Ils vinrent se saisir de lui et le porter à bout de bras pour le conduire jusqu’au hall de la victoire             dans lequel ils le posèrent en continuant à scander son nom jusqu’à ce que le roi arrive à son tour, accompagné d’Astrid et du grand mage. Il les guida alors jusqu’au bout d’une immense table en bois encadrée de bancs excepté à cette extrémité où quatre grandes chaises en chêne ouvragées les attendaient. Le roi s’y installa avant d’inviter le grand mage à s’asseoir à sa droite et Dave à sa gauche, ne laissant plus à Astrid que la possibilité de s’asseoir aux côtés du mage. Une fois que ce fut fait, les villageois s’installèrent majoritairement autour de la table alors que quelques-uns apportaient des fûts d’hydromel pour commencer à remplir les cornes et les choppes de chaque convive. Quand tous furent servis, le roi se leva, sa choppe à la main.

— En ce jour de joie, fêtons l’avènement d’un nouveau champion de Guerre, et d’une des filles de Nordie ayant été bénie par notre dieu tutélaire !

                Les Nordiens levèrent leurs récipients en criant leur enthousiasme avant de vider le tout d’une traite puis frapper la table du poing. Astrid se pencha en avant pour observer son comparse en rigolant. Celui-ci était rouge écarlate et se retenait visiblement de tousser quand le roi le dévisagea.

— Tout va bien ?

                La voix étranglée de Dave lui répondit.

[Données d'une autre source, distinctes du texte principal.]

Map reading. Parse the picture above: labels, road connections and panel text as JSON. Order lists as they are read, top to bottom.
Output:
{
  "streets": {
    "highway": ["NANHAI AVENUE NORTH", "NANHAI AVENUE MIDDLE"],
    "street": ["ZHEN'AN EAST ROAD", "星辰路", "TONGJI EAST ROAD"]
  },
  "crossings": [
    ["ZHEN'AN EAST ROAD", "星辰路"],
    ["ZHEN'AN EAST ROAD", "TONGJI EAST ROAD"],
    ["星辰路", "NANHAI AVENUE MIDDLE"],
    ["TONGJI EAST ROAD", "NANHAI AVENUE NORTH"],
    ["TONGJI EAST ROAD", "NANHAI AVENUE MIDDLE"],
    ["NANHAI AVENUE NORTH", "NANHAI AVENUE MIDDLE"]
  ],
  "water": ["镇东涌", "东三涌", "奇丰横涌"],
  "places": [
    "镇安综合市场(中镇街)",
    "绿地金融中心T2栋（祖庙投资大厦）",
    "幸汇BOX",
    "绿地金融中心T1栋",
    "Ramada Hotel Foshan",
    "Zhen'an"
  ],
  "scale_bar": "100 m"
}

— Ouais, ouais, nickel… C’est de la bonne… Je crois que j’ai la trachée qui fond, mais sinon, ça va…

                Le roi et le mage échangèrent un regard dubitatif alors qu’Astrid rigolait.

— Tu es vraiment quelqu’un à part, Dave.

— On va dire que c’est un compliment…

                Deux hommes à la forte carrure et aux bras couverts de cicatrices apportèrent un cerf cuit à la broche en coupant court au débat. Pendant un long moment, Dave mangea en silence et sans même un regard pour tous les hommes et femmes attablés devant lui quand le roi se pencha vers lui.

— Tu es sûr que tout va bien, étranger ?

— Appelez-moi Dave, s’il vous plaît.

— Soit. Tu es sûr que tout va bien, Dave ? Tu es bien silencieux.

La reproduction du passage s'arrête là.